**PROVIDED RECORDS**
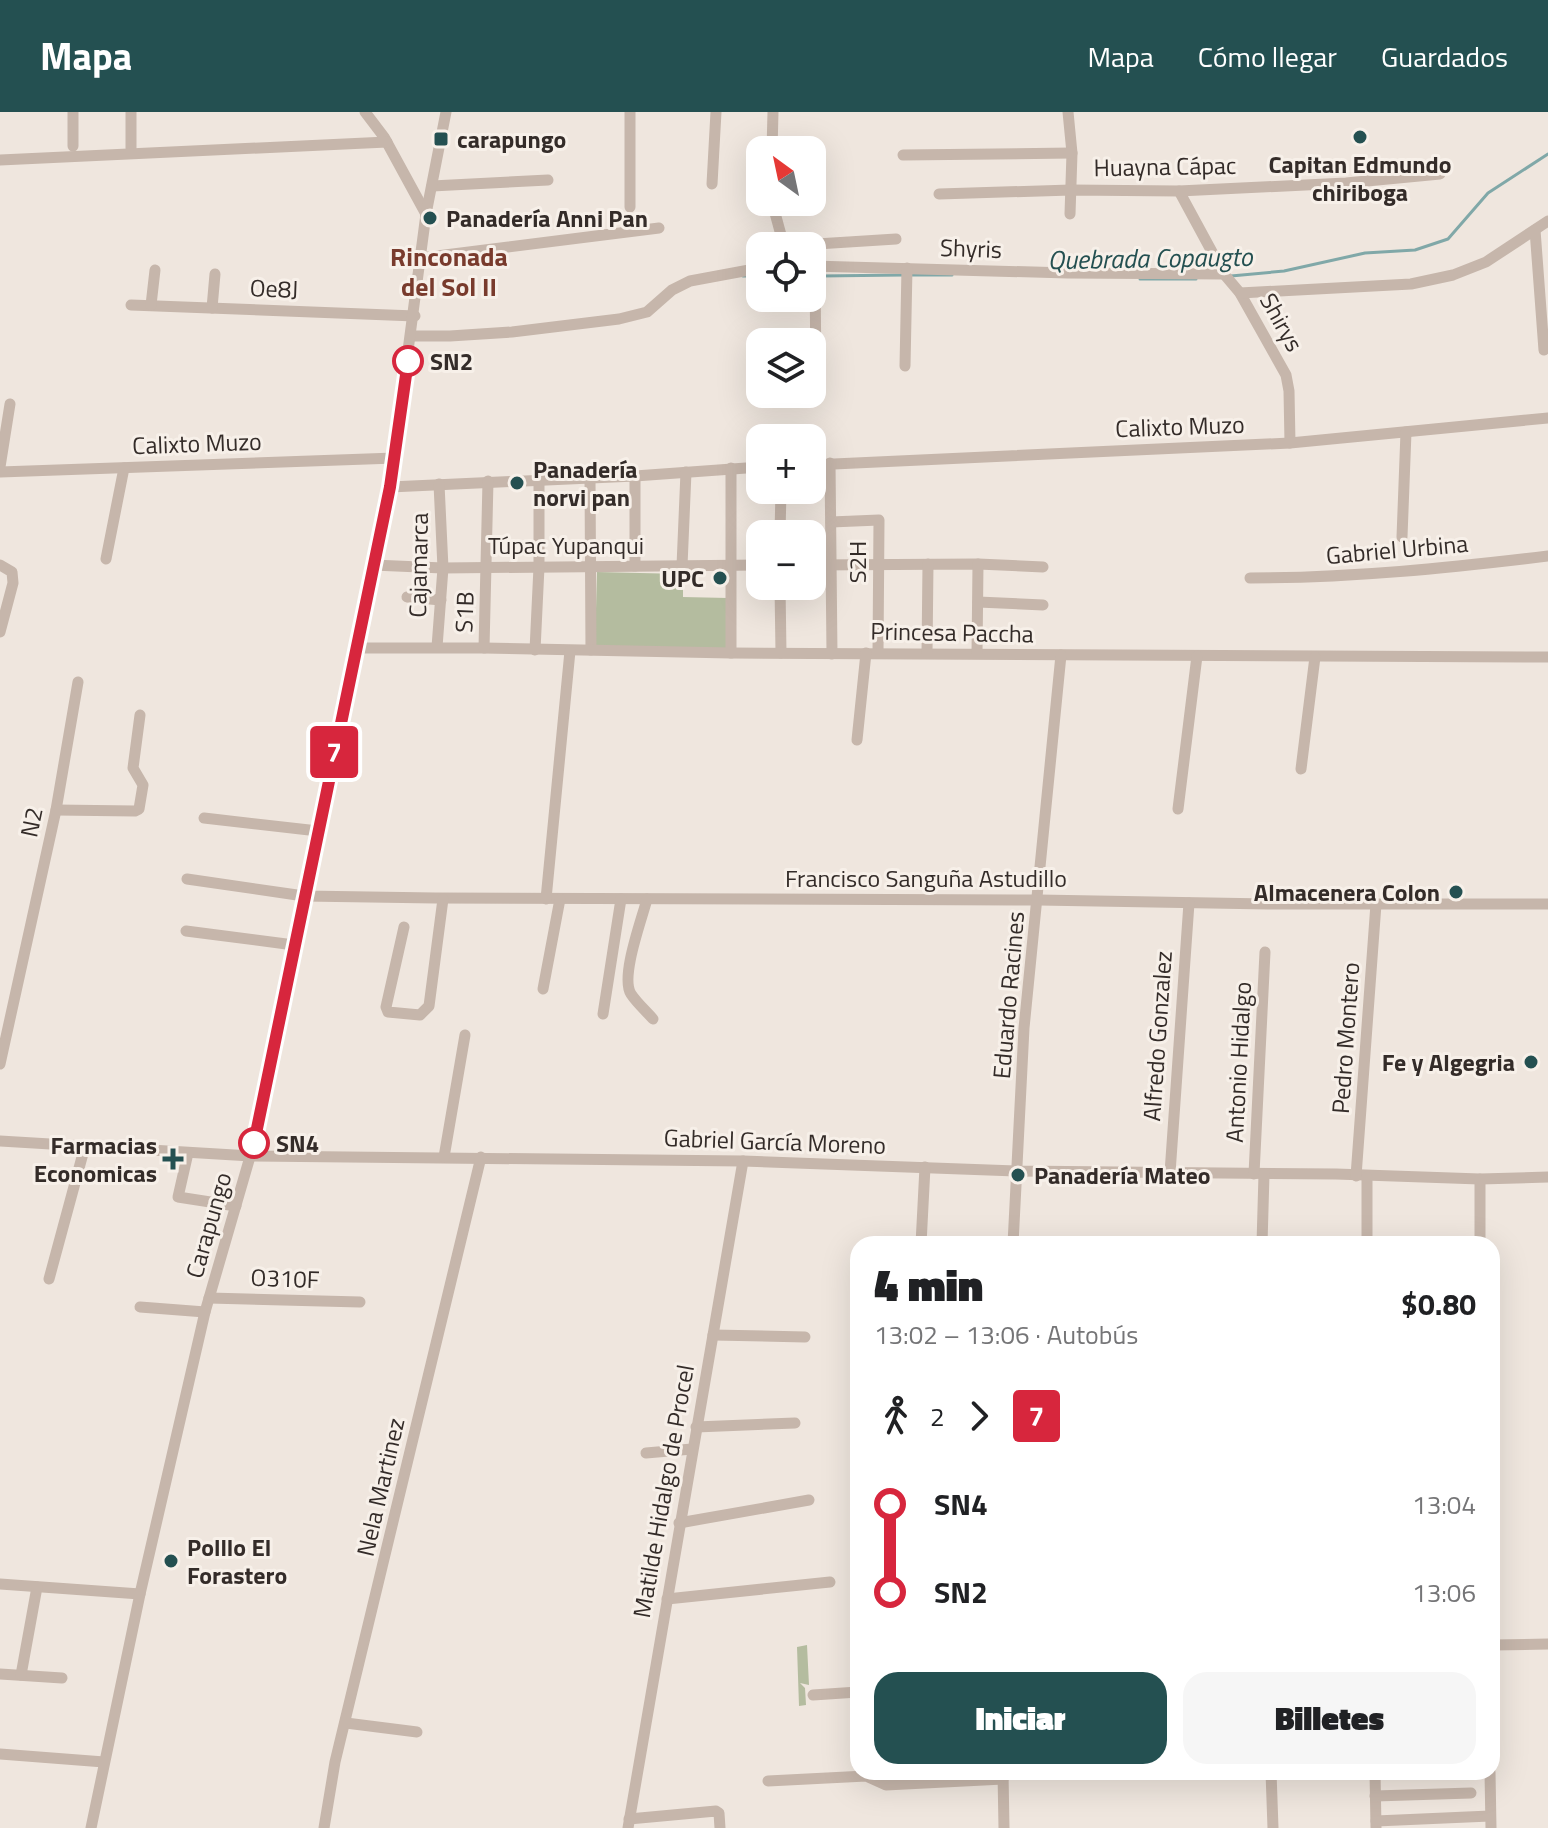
<!DOCTYPE html>
<html lang="es">
<meta charset="utf-8">
<style>
body{margin:0;font-family:"Titillium Web",sans-serif;background:#f6f6f6;color:#202124;height:100vh;display:flex;flex-direction:column;font-size:30px;white-space:nowrap}
*{box-sizing:border-box;margin:0}
p{font-size:26px;color:#757577}
.icon{flex:none;width:44px;height:44px;fill:none;stroke:currentColor;stroke-width:2;stroke-linecap:round;stroke-linejoin:round}
.map{position:relative;flex:1;overflow:hidden}
.drawer{position:absolute;left:850px;top:1124px;width:650px;height:544px;display:flex;flex-direction:column;background:#fff;border-radius:24px;box-shadow:0 8px 32px #0002}
.drawer>*{flex:none}
.badge{padding:0 16px;border-radius:6px;font-size:28px;line-height:52px}
.needle{width:52px;rotate:327deg}
.controls{position:absolute;left:746px;top:24px;display:grid;gap:16px}
.controls a{display:grid;place-items:center;width:80px;height:80px;border-radius:16px;background:#fff;box-shadow:0 8px 32px #0002;font-size:40px}
.map>.badge{position:absolute;translate:-50% -50%;box-shadow:0 0 0 4px #fff}
.legs{display:flex;align-items:center;gap:12px;height:88px;padding:0 24px;font-size:26px}
.legs p{margin-inline-start:auto}
.summary{display:flex;align-items:center;justify-content:space-between;height:136px;padding:0 24px}
h1{font-size:44px;font-weight:800;line-height:60px}
.primary-button{display:flex;gap:16px;margin-top:auto;padding:16px 24px}
.primary-button a{flex:1;height:92px;border-radius:24px;background:#245051;color:#fff;font-size:32px;font-weight:800;line-height:92px;text-align:center}
.primary-button a+a{background:#f6f6f6;color:#202124}
ul{padding:0 24px;list-style:none}
li{display:flex;align-items:center;gap:28px;height:88px;font-size:30px}
li i{display:grid;place-items:center;width:12px;height:100%;margin:0 10px;background:currentColor}
li i::after{content:'';width:20px;height:20px;margin:-10px;border:6px solid;border-radius:50%;background:#fff}
li p{margin-inline-start:auto}
li:first-child i{background:linear-gradient(#0000 50%,currentColor 0)}
li:last-child i{background:linear-gradient(currentColor 50%,#0000 0)}
header{display:flex;align-items:center;gap:48px;box-sizing:border-box;height:112px;padding:0 40px;background:#245051;color:#fff}
header strong{font-size:38px}
nav{display:flex;gap:44px;margin-inline-start:auto;font-size:28px}
.map>svg:first-child{display:block}
.green{fill:#b4bc9f}
.lines{fill:none;stroke-linecap:round;stroke-linejoin:round}
.stream{stroke:#80a8a8;stroke-width:3}
.minor{stroke:#c6b6ab;stroke-width:11}
.line-1-casing{stroke:#fff;stroke-width:18}
.line-1{stroke:#d7263d;stroke-width:12}
.poi-dot{fill:#245051;stroke:#f7f0e9;stroke-width:3}
.stop-1-dot{fill:#fff;stroke:#d7263d;stroke-width:4}
.labels{text-anchor:middle;dominant-baseline:central;stroke-width:6;stroke-linejoin:round;paint-order:stroke}
.poi-label{font-size:24px;font-weight:bold;fill:#342c29;stroke:#f7f0e9;text-anchor:start}
.street-label{font-size:24px;fill:#342c29;stroke:#f7f0e9}
.stop-label{font-size:24px;font-weight:bold;fill:#342c29;stroke:#f7f0e9;text-anchor:start}
.neighbourhood-label{font-size:26px;font-weight:bold;fill:#793b2d;stroke:#f7f0e9}
.water-label{font-size:26px;font-style:italic;fill:#245051;stroke:#f7f0e9}
</style>
<header>
<strong>Mapa</strong>
<nav><a>Mapa</a><a>Cómo llegar</a><a>Guardados</a></nav>
</header>
<div class="map">
<svg width="1548" height="1716" viewBox="0 0 1548 1716">
<rect width="100%" height="100%" fill="#efe6de"/>
<!-- green -->
<g class="green">
<path d="M597,460l86,2v23l45,1 -2,51 -131,-3z"/>
<path d="M807,1533l2,40 -9,-2 5,5 1,17 -7,1 -2,-59z"/>
</g>
<g class="lines">
<!-- stream -->
<g class="stream">
<path d="M912,163h40"/>
<path d="M743,164h17"/>
<path d="M820,164l84,-1"/>
<path d="M1231,164l53,-5 81,-18 50,-3 33,-11 40,-46 60,-39"/>
<path d="M1140,167h56"/>
</g>
<!-- minor -->
<g class="minor">
<path d="M73,0v34"/>
<path d="M131,0v36"/>
<path d="M365,0l19,25 42,77"/>
<path d="M630,0v95"/>
<path d="M1068,0l4,41 -2,61"/>
<path d="M772,38l1,-38"/>
<path d="M903,43l169,-2"/>
<path d="M0,48l387,-18"/>
<path d="M712,72l4,-72"/>
<path d="M432,74l116,-6"/>
<path d="M1179,79l45,83 16,19 46,82 3,16 1,52"/>
<path d="M939,82l132,-4 108,1 167,-8 94,-9"/>
<path d="M772,90l12,44"/>
<path d="M1535,118l9,120"/>
<path d="M785,134l111,-7"/>
<path d="M421,146l238,-30"/>
<path d="M812,154l256,7 156,1"/>
<path d="M815,154l1,118"/>
<path d="M1240,181l171,-9 42,-9 33,-13 62,-41"/>
<path d="M131,193l284,11"/>
<path d="M151,193l4,-35"/>
<path d="M212,196l3,-34"/>
<path d="M412,224h38l62,-4 107,-13 28,-7 25,-22 18,-9 70,-13"/>
<path d="M905,254l2,-98"/>
<path d="M830,351l2,191"/>
<path d="M812,353l478,-22 258,-25"/>
<path d="M0,355l10,-63"/>
<path d="M0,360l395,-14"/>
<path d="M590,365l1,173"/>
<path d="M390,375l245,-11 125,-9"/>
<path d="M831,410l48,-2 -1,132"/>
<path d="M780,422l1,-44"/>
<path d="M1402,425l4,-105"/>
<path d="M106,447l18,-91"/>
<path d="M0,453l12,7 1,11 -13,49"/>
<path d="M373,453l70,3 317,-3"/>
<path d="M812,453l166,-1 65,3"/>
<path d="M635,454v-90"/>
<path d="M682,454l4,-94"/>
<path d="M1250,466c101,0 199,-10 298,-22"/>
<path d="M780,474l1,67"/>
<path d="M407,485l34,3"/>
<path d="M978,490l65,3"/>
<path d="M437,535l6,-79 -4,-84"/>
<path d="M356,536h128l247,5 817,4"/>
<path d="M484,536l4,-167"/>
<path d="M535,538l4,-83v-87"/>
<path d="M731,541v-185"/>
<path d="M927,541l1,-89"/>
<path d="M977,541l1,-89"/>
<path d="M857,628l9,-87"/>
<path d="M1301,657l14,-112"/>
<path d="M1178,697l19,-153"/>
<path d="M56,698l79,1 4,-2 4,-24 -10,-17 7,-53"/>
<path d="M204,706l114,13"/>
<path d="M187,767l117,17 131,2 604,2 229,4h280"/>
<path d="M546,787l24,-248"/>
<path d="M647,787c-5,20 -27,78 -16,95 6,9 15,17 22,25"/>
<path d="M404,815l-18,80 2,5 32,3 9,-9 14,-107"/>
<path d="M186,819l108,14"/>
<path d="M543,877l17,-90"/>
<path d="M603,902l18,-115"/>
<path d="M0,952l56,-254 22,-128"/>
<path d="M0,1029l251,15 492,5 273,10 320,3 144,5 68,-2"/>
<path d="M188,1041l-10,44 58,9"/>
<path d="M444,1045l21,-122"/>
<path d="M1170,1061l19,-270"/>
<path d="M1254,1062l11,-222"/>
<path d="M1356,1064l20,-272"/>
<path d="M1367,1065v67"/>
<path d="M1480,1067v65"/>
<path d="M921,1132l4,-77"/>
<path d="M1013,1132l11,-216 37,-373"/>
<path d="M1262,1132l2,-70"/>
<path d="M49,1167l36,-133"/>
<path d="M209,1186l151,4"/>
<path d="M140,1195l65,5"/>
<path d="M713,1223l92,2"/>
<path d="M696,1315l99,-4"/>
<path d="M646,1341l46,-4"/>
<path d="M679,1411l130,-23"/>
<path d="M0,1472l140,10"/>
<path d="M667,1487l163,-17"/>
<path d="M1492,1533l56,-1"/>
<path d="M0,1562l62,4"/>
<path d="M21,1563l16,-88"/>
<path d="M813,1583l45,-3"/>
<path d="M346,1611l71,9"/>
<path d="M0,1642l104,8"/>
<path d="M1271,1660l2,56"/>
<path d="M1375,1660l1,55"/>
<path d="M1490,1660l1,56"/>
<path d="M1003,1661l1,55"/>
<path d="M768,1669l98,-5 20,9 117,-6"/>
<path d="M1375,1684l96,-3"/>
<path d="M629,1707l87,-8 3,2 1,15"/>
<path d="M1376,1709l114,-5"/>
<path d="M91,1716l49,-234 65,-282 49,-169 136,-656 36,-273 20,-102"/>
<path d="M324,1716l11,-66 146,-605"/>
<path d="M628,1716l115,-667"/>
</g>
</g>
<g class="lines">
<defs>
<path id="line-1" d="M254,1031l136,-656 18,-126"/>
</defs>
<!-- line-1 casing -->
<use href="#line-1" class="line-1-casing"/>
<!-- line-1 -->
<use href="#line-1" class="line-1"/>
</g>
<!-- markers -->
<g class="poi-dot">
<circle cx="1360" cy="25" r="8"/>
<rect x="433" y="19" width="16" height="16" rx="4"/>
<circle cx="430" cy="106" r="8"/>
<circle cx="517" cy="371" r="8"/>
<circle cx="720" cy="466" r="8"/>
<circle cx="1456" cy="780" r="8"/>
<circle cx="1531" cy="950" r="8"/>
<path d="M169 1035h8v8h8v8h-8v8h-8v-8h-8v-8h8z"/>
<circle cx="1018" cy="1063" r="8"/>
<circle cx="171" cy="1449" r="8"/>
</g>
<g class="stop-1-dot">
<circle cx="408" cy="249" r="14"/>
<circle cx="254" cy="1031" r="14"/>
</g>
<g class="labels">
<!-- poi labels -->
<g class="poi-label">
<text x="457" y="27">carapungo</text>
<text x="1360" y="52" text-anchor="middle">Capitan Edmundo<tspan x="1360" dy="28">chiriboga</tspan></text>
<text x="446" y="106">Panadería Anni Pan</text>
<text x="533" y="357">Panadería<tspan x="533" dy="28">norvi pan</tspan></text>
<text x="704" y="466" text-anchor="end">UPC</text>
<text x="1440" y="780" text-anchor="end">Almacenera Colon</text>
<text x="1515" y="950" text-anchor="end">Fe y Algegria</text>
<text x="157" y="1033" text-anchor="end">Farmacias<tspan x="157" dy="28">Economicas</tspan></text>
<text x="1034" y="1063">Panadería Mateo</text>
<text x="187" y="1435">Polllo El<tspan x="187" dy="28">Forastero</tspan></text>
</g>
<!-- street labels -->
<g class="street-label">
<text transform="translate(1165 54) rotate(-1)">Huayna Cápac</text>
<text transform="translate(971 136) rotate(2)">Shyris</text>
<text transform="translate(274 176) rotate(2)">Oe8J</text>
<text transform="translate(1282 210) rotate(61)">Shirys</text>
<text transform="translate(1180 314) rotate(-2)">Calixto Muzo</text>
<text transform="translate(197 331) rotate(-2)">Calixto Muzo</text>
<text x="566" y="433">Túpac Yupanqui</text>
<text transform="translate(1397 437) rotate(-5)">Gabriel Urbina</text>
<text transform="translate(857 450) rotate(-90)">S2H</text>
<text transform="translate(418 453) rotate(-89)">Cajamarca</text>
<text transform="translate(464 500) rotate(-88)">S1B</text>
<text transform="translate(952 520) rotate(1)">Princesa Paccha</text>
<text transform="translate(31 710) rotate(-78)">N2</text>
<text x="926" y="766">Francisco Sanguña Astudillo</text>
<text transform="translate(1008 883) rotate(-85)">Eduardo Racines</text>
<text transform="translate(1157 924) rotate(-86)">Alfredo Gonzalez</text>
<text transform="translate(1345 926) rotate(-86)">Pedro Montero</text>
<text transform="translate(1238 950) rotate(-87)">Antonio Hidalgo</text>
<text transform="translate(775 1029) rotate(2)">Gabriel García Moreno</text>
<text transform="translate(208 1113) rotate(-74)">Carapungo</text>
<text transform="translate(285 1166) rotate(2)">O310F</text>
<text transform="translate(380 1375) rotate(-77)">Nela Martinez</text>
<text transform="translate(663 1379) rotate(-80)">Matilde Hidalgo de Procel</text>
</g>
<!-- stop labels -->
<g class="stop-label">
<text x="430" y="249">SN2</text>
<text x="276" y="1031">SN4</text>
</g>
<!-- neighbourhood labels -->
<g class="neighbourhood-label">
<text x="449" y="144">Rinconada<tspan x="449" dy="30">del Sol II</tspan></text>
</g>
<!-- water labels -->
<g class="water-label">
<text transform="translate(1150 146) rotate(-1)">Quebrada Copaugto</text>
</g>
</g>
</svg>
<div class="controls">
<a><svg class="needle" viewBox="-14 -14 28 28"><path d="M0-13l5 13h-10z" fill="#e53935"/><path d="M0 13l5-13h-10z" fill="#757577"/></svg></a>
<a><svg class="icon" aria-label="locate" viewBox="0 0 24 24"><circle cx="12" cy="12" r="6"/><path d="M12 2v4M12 18v4M2 12h4M18 12h4"/></svg></a>
<a><svg class="icon" aria-label="layers" viewBox="0 0 24 24"><path d="M12 4l9 5-9 5-9-5zM3 14l9 5 9-5"/></svg></a>
<a>+</a>
<a>−</a>
</div>
<b class="badge" style="left:334px;top:640px;background:#d7263d;color:#fff">7</b>
<section class="drawer">
<div class="summary"><div><h1>4 min</h1><p>13:02 – 13:06 · Autobús</p></div><b>$0.80</b></div>
<div class="legs"><svg class="icon" aria-label="walk" viewBox="0 0 24 24"><circle cx="13" cy="4" r="2"/><path d="M13 8l-2 6 4 7M11 14l-3 7M7 12l3-4h3l4 4"/></svg>2<svg class="icon" aria-label="forward" viewBox="0 0 24 24"><path d="M9 5l7 7-7 7"/></svg><b class="badge" style="background:#d7263d;color:#fff">7</b></div>
<ul>
<li><i style="color:#d7263d"></i><b>SN4</b><p>13:04</p></li>
<li><i style="color:#d7263d"></i><b>SN2</b><p>13:06</p></li>
</ul>
<div class="primary-button"><a>Iniciar</a><a>Billetes</a></div>
</section>
</div>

**ACTIVITY**
Tally the lines of the material that include "grid". Only the total should be given.

**ANSWER AREA**
3